His allegations Thursday night of interference and influence didn’t include key context. Nor did he produce evidence that votes had been manipulated or that the election outcome had been altered.

Trump also said he was releasing previously classified documents related to the 2020 and 2018 elections. Thus far, no credible intelligence – including repeated audits and reviews, many runby Republicans – has shown the vote count in 2020 was fraudulent or manipulated by foreign actors. Trump did not question his election wins in 2016 or 2024.

Here’s the latest:

Democratic members of Congress demanded answers about Homeland Security’s vetting and training of immigration enforcement agents after it was disclosed Thursday that the ICE officer involved in a deadly shooting this week in Maine had a history of mental health issues and violent behavior.

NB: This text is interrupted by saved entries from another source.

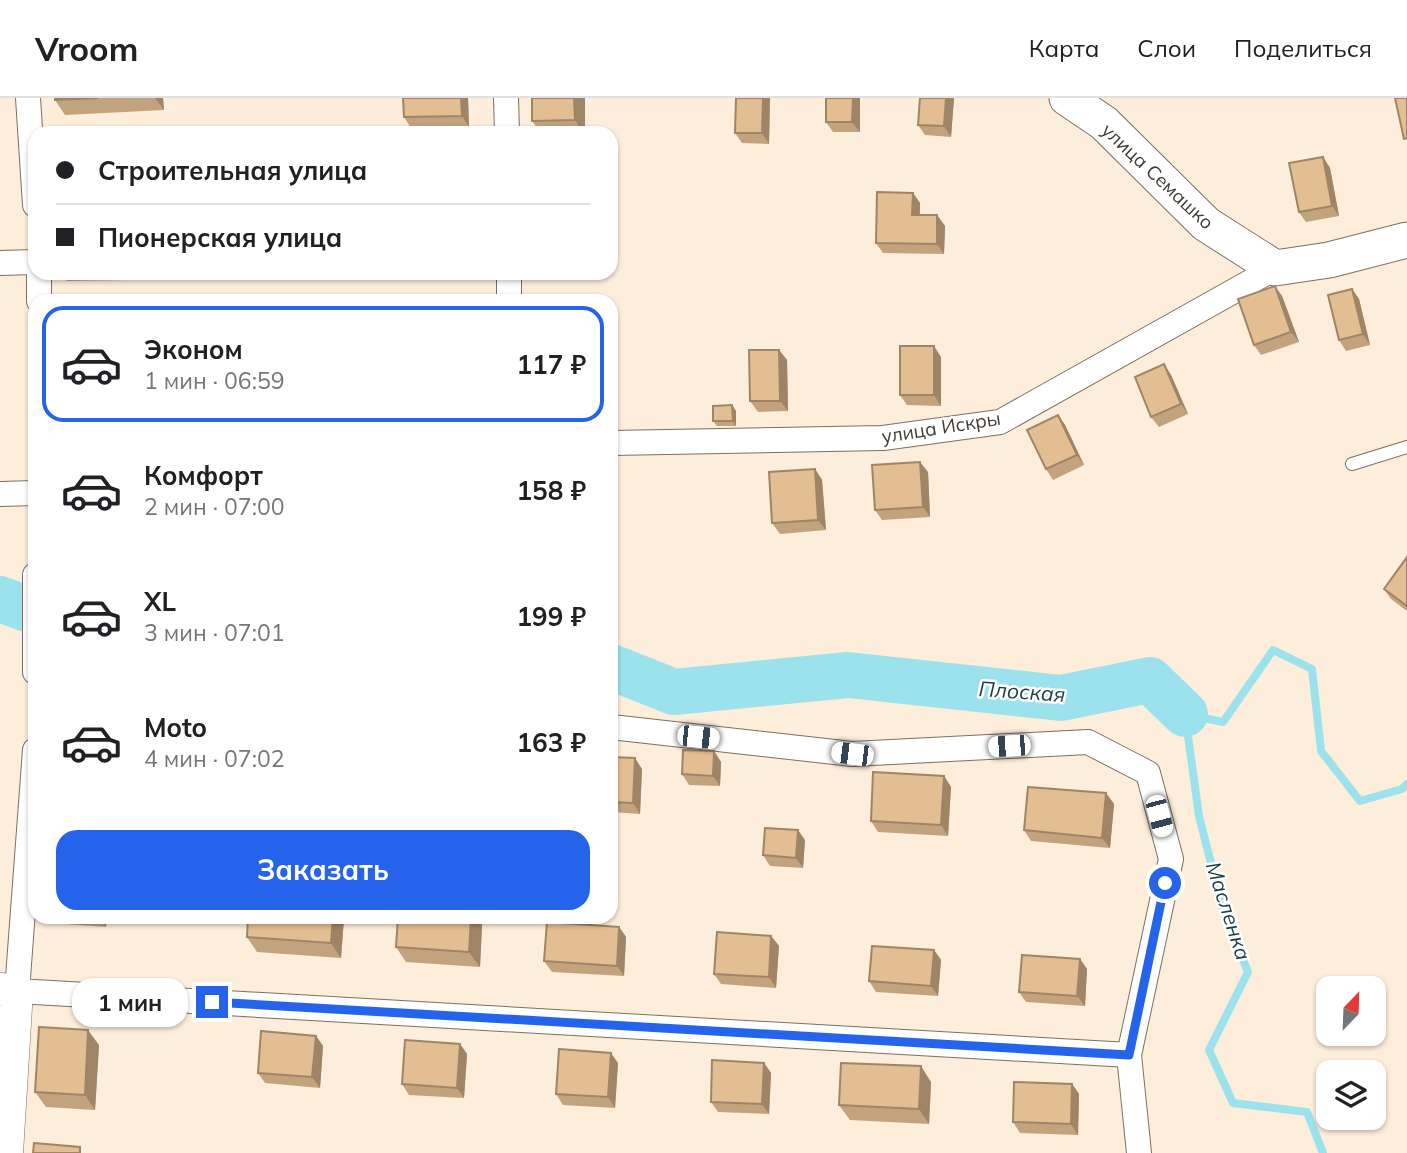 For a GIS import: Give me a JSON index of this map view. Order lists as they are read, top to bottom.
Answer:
{
  "streets": {
    "main road": ["улица Семашко"],
    "street": ["улица Искры"]
  },
  "crossings": [
    ["улица Семашко", "улица Искры"]
  ],
  "water": ["Плоская", "Масленка"],
  "north": "top right",
  "page": {
    "header": "Vroom",
    "nav": ["Карта", "Слои", "Поделиться"],
    "banner": ["Строительная улица", "Пионерская улица"],
    "list": [
      {
        "name": "Эконом",
        "note": "1 мин · 06:59",
        "value": "117 ₽"
      },
      {
        "name": "Комфорт",
        "note": "2 мин · 07:00",
        "value": "158 ₽"
      },
      {
        "name": "XL",
        "note": "3 мин · 07:01",
        "value": "199 ₽"
      },
      {
        "name": "Moto",
        "note": "4 мин · 07:02",
        "value": "163 ₽"
      }
    ],
    "buttons": "Заказать",
    "bubble": "1 мин"
  }
} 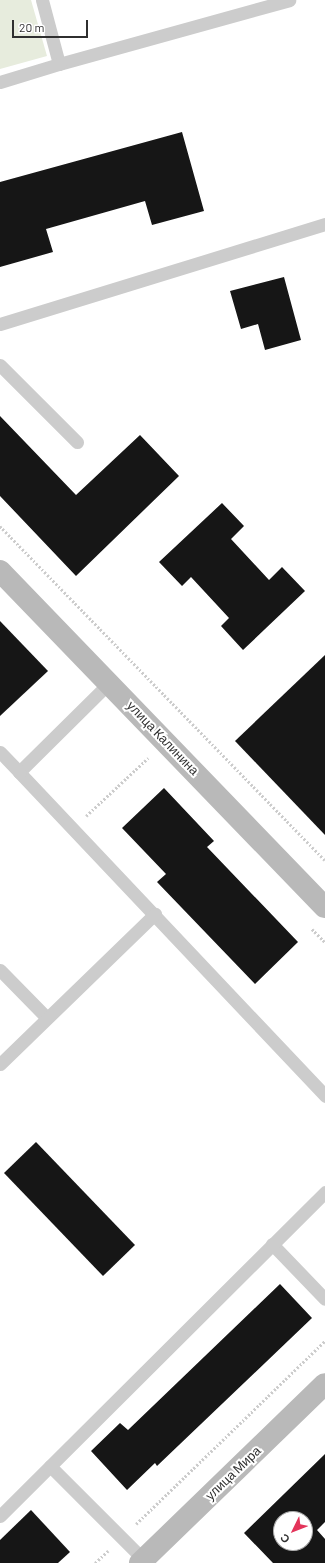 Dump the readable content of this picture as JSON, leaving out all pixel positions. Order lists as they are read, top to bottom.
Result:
{
  "streets": {
    "street": ["улица Калинина", "улица Мира"]
  },
  "scale_bar": "20 m",
  "north": "bottom left"
} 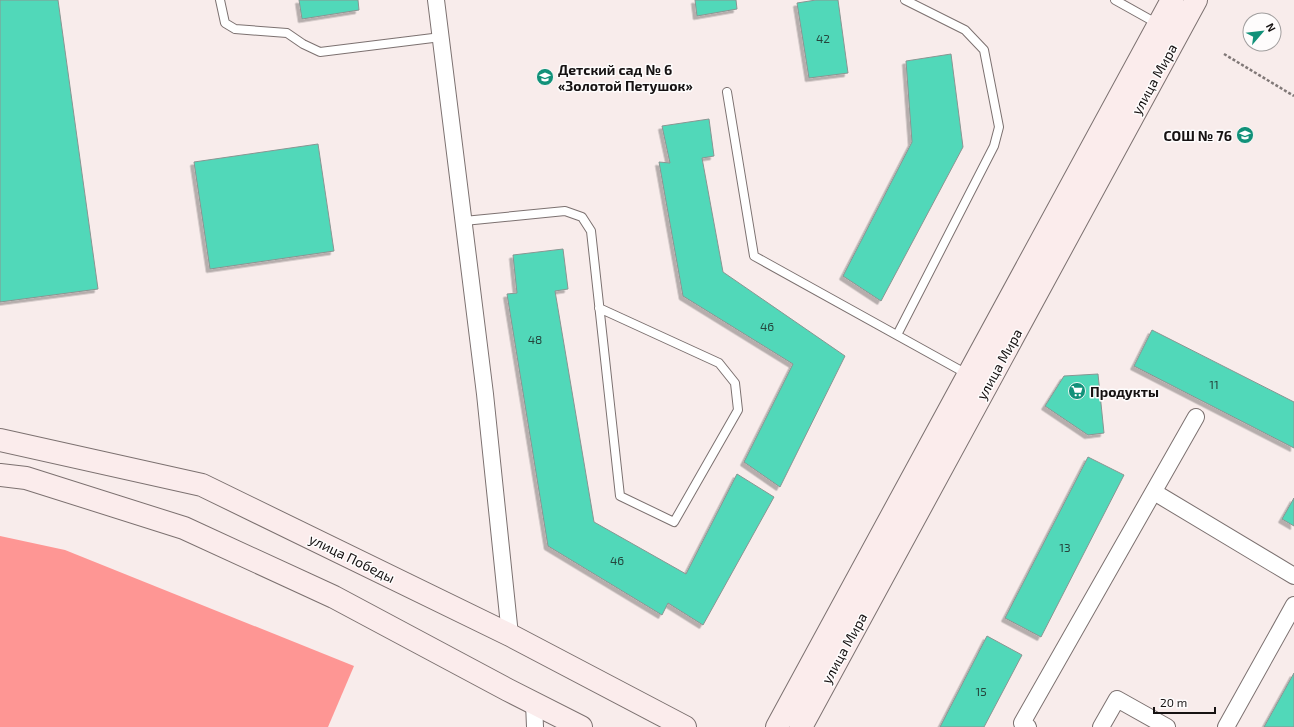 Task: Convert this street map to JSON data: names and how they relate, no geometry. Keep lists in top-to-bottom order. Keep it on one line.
{"streets":{"street":["улица Мира","улица Победы"]},"places":{"school or university":["Детский сад № 6 «Золотой Петушок»","СОШ № 76"],"supermarket":["Продукты"]},"house_numbers":["42","46","48","11","13","46","15"],"scale_bar":"20 m","north":"top right"} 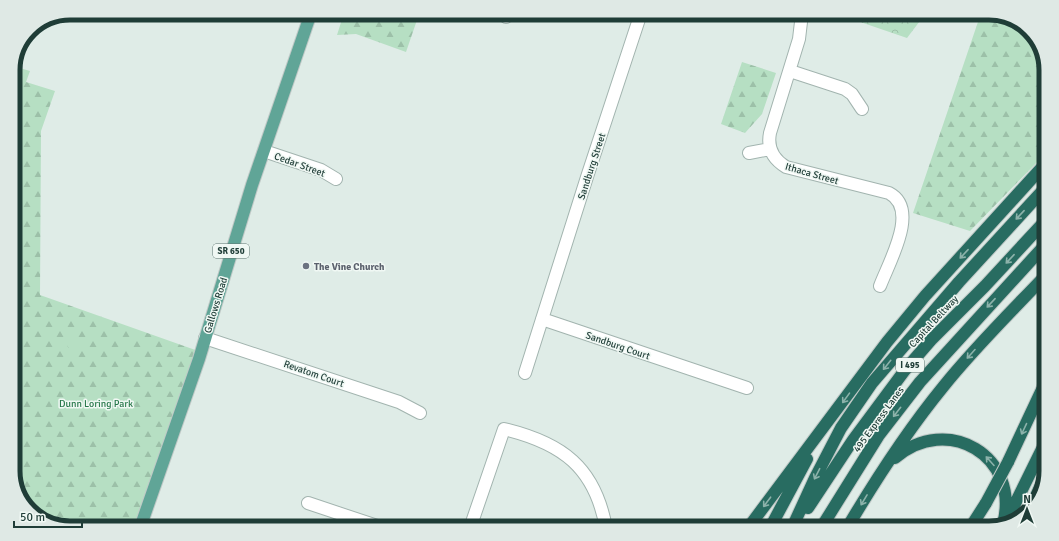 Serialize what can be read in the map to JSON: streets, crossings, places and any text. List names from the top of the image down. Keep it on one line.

The Associated Press reported that David Brouillette, the Immigration and Customs Enforcement officer who shot a Colombian man in Maine, is an Army veteran who’s struggled with serious mental health issues since early childhood, according to several of his close relatives.

The AP reached out to congressional leaders and several key lawmakers of both parties for response.

The top Democrat on the House Homeland Security Committee, Rep. Bennie Thompson of Mississippi, said Brouillette’s history of violence and mental health issues, as well as the death in Maine, “directly call into question the supposed vetting and training ICE does of its recruits.”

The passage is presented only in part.